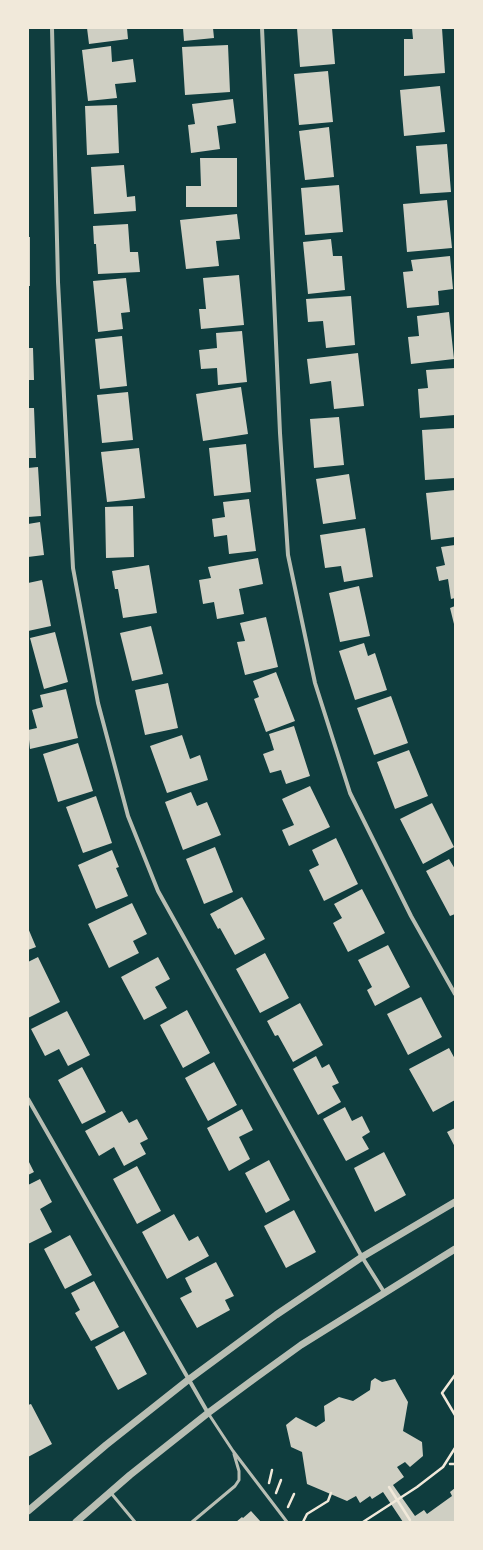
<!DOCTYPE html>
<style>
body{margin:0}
#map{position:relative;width:483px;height:1550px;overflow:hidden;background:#0f3d3e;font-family:"Source Sans 3",sans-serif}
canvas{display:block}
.frame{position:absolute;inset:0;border:29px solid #f1e9da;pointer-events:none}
</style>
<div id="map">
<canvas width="483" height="1550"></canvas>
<div class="frame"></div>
</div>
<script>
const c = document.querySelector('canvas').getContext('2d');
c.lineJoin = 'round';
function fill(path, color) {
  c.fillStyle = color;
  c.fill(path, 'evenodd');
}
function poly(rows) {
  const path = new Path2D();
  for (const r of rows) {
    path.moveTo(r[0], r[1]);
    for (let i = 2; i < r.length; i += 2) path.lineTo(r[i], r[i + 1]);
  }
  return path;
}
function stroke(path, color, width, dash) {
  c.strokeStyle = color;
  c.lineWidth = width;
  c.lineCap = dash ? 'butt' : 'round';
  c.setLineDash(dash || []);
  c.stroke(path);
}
fill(poly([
 [87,28,127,28,128,39,89,44],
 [183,28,213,28,214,38,184,41],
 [297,28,332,28,335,64,300,67],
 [412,28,442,28,445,73,404,76,404,39,413,39],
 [228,45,230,92,185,95,182,47],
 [111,46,112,62,133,59,136,82,115,84,117,98,88,101,82,50],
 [328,71,333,122,299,125,294,74],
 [440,86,445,132,404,136,400,90],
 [233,99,236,123,217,126,220,149,191,153,188,125,195,124,192,104],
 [117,105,119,153,87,155,85,106],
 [329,127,334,177,305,180,299,131],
 [447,144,451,192,420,194,416,146],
 [200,158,237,158,237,207,186,207,186,186,201,186],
 [124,165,127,197,135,196,136,211,94,214,91,167],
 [339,185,343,232,305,235,301,188],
 [447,200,452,248,407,252,403,204],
 [237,214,240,239,216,241,219,266,186,269,180,220],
 [128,224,130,252,138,252,140,272,98,274,96,244,94,244,93,226],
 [28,237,30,237,30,286,28,286],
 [331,239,333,256,342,256,345,290,308,294,303,242],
 [450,256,453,289,438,291,439,305,407,308,403,272,413,271,411,260],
 [239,275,244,325,201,329,199,309,206,309,203,278],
 [126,278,130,312,121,313,123,329,98,332,93,281],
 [351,296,355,345,326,348,323,321,308,322,306,299],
 [449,312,454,359,411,364,408,337,419,336,417,316],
 [242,331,247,382,218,385,217,368,201,369,199,350,217,348,216,333],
 [122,336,127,386,100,389,95,339],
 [28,348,33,348,34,380,28,380],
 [358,353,364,406,334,409,331,381,310,384,307,359],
 [455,368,455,415,420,418,418,389,428,388,426,370],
 [241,387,248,434,203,441,196,394],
 [128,392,133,440,102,443,97,395],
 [28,408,34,408,36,458,28,458],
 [339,417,344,465,314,468,310,419],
 [455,428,455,478,425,480,422,430],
 [246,444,251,492,214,496,209,448],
 [139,448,145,498,107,502,101,452],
 [38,467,41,516,28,517,28,468],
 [349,474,356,519,323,524,316,479],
 [455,490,455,537,431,540,426,493],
 [249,499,256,551,229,554,227,535,214,537,212,519,225,517,223,502],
 [133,506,134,557,106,558,105,507],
 [40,522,44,555,28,557,28,524],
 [365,528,373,577,344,582,341,566,325,568,320,535],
 [455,545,455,598,451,599,448,579,439,581,436,567,445,565,441,547],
 [258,558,263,584,239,589,244,614,217,619,214,602,203,604,199,580,211,578,208,567],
 [149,565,157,613,123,618,118,589,115,589,112,571],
 [42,580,51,626,28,631,28,583],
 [359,586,370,636,340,642,329,593],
 [455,606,455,624,454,624,450,608],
 [266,617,278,667,245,675,237,642,245,641,240,623],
 [151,626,163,674,132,681,120,633],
 [55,632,68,682,44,689,30,638],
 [364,643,368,656,375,653,387,690,355,700,339,651],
 [276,672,295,721,266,732,254,699,259,697,253,681],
 [168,683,178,728,145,735,135,690],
 [66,689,78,738,30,749,28,730,37,728,32,710,43,707,40,695],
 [391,696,408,743,374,755,357,708],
 [294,726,310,776,286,784,281,770,270,773,263,754,274,750,269,734],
 [182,735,190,759,200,755,208,780,167,793,150,746],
 [78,743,93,791,58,802,43,754],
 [409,750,428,796,395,809,377,762],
 [310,786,330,827,289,846,282,830,294,825,282,799],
 [191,792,197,806,207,802,221,835,183,850,165,802],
 [96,796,112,843,83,853,66,807],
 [432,803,454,847,423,864,400,819],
 [336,838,358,884,324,901,309,870,319,865,312,850],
 [215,847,233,892,204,904,186,859],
 [112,850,119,867,116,868,128,896,96,909,78,865],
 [449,859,455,869,455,914,450,916,426,871],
 [362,889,385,933,348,952,333,923,342,918,334,904],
 [242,897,265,939,235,955,220,928,218,929,210,914],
 [132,903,147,934,133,941,139,953,109,968,88,924],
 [28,928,36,947,28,950],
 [388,945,410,987,375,1006,367,990,372,987,358,960],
 [265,953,289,998,260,1013,236,969],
 [38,957,60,1002,28,1018,28,962],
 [158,957,170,979,155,987,167,1008,144,1020,121,977],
 [421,997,442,1037,408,1055,387,1014],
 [300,1003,323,1045,293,1062,278,1035,275,1036,267,1021],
 [187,1010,210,1053,183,1068,160,1025],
 [67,1011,90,1055,68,1066,59,1049,45,1056,31,1029],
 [449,1048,455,1059,455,1100,433,1112,409,1069],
 [316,1056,322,1068,329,1064,339,1083,332,1086,341,1102,318,1115,293,1069],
 [214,1062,237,1105,208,1121,185,1078],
 [82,1067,106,1112,82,1124,58,1080],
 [345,1107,352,1121,362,1116,370,1132,362,1137,369,1149,346,1161,323,1119],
 [242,1109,253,1130,239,1137,250,1159,229,1171,207,1128],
 [122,1111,129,1123,137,1119,148,1139,140,1143,146,1154,124,1166,114,1147,99,1156,85,1131],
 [455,1128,455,1147,447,1132],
 [384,1152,406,1195,375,1212,354,1168],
 [28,1160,34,1172,28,1175],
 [269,1160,290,1200,266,1213,245,1173],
 [137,1166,161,1211,137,1224,113,1179],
 [40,1179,52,1202,40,1209,52,1232,28,1244,28,1185],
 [294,1210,316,1252,286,1268,264,1226],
 [174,1214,189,1241,198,1236,209,1256,167,1279,142,1232],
 [70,1235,92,1275,65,1289,44,1249],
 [216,1262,234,1296,225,1300,230,1310,197,1328,180,1298,192,1292,185,1278],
 [94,1281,119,1327,91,1341,75,1313,80,1310,71,1293],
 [124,1331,147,1374,118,1390,95,1347],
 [375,1378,382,1382,395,1379,408,1402,403,1431,422,1442,423,1456,410,1467,405,1462,397,1467,404,1477,393,1485,415,1516,424,1510,427,1514,452,1496,450,1492,455,1488,455,1522,403,1522,383,1492,372,1499,370,1496,360,1503,356,1496,347,1501,307,1484,302,1452,291,1447,286,1425,296,1417,316,1427,325,1421,324,1406,339,1397,353,1401,370,1390,371,1381],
 [31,1404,52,1444,28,1457,28,1405],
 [251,1511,261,1522,236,1522,242,1517,243,1518]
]), '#cfcfc3');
stroke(poly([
 [455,1375,442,1393,455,1415],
 [450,1464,455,1464],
 [269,1483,272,1470],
 [389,1487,410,1520],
 [276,1493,281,1480],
 [288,1507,294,1494],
 [303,1522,307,1514,328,1501,331,1493],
 [363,1522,417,1487,443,1467,455,1448]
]), '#f1e9da', 2.5);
stroke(poly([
 [208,1413,233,1451,287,1522],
 [111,1493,135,1522],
 [192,1522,235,1486,239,1480,239,1471,234,1454]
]), '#b8beb3', 3);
stroke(poly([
 [52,28,58,282,73,568,98,703,128,816,158,891,362,1257,384,1292],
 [262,28,280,433,288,555,315,683,350,793,411,916,455,994],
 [28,1099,208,1413]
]), '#b8beb3', 4);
stroke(poly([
 [28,1511,106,1445,188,1380,276,1315,362,1257,455,1202],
 [76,1522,130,1475,208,1413,254,1379,301,1345,455,1249]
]), '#b8beb3', 7);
</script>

+++

Filter the records above for lines containing the word "rows", and copy those lines.

TASK OUTPUT:
function poly(rows) {
  for (const r of rows) {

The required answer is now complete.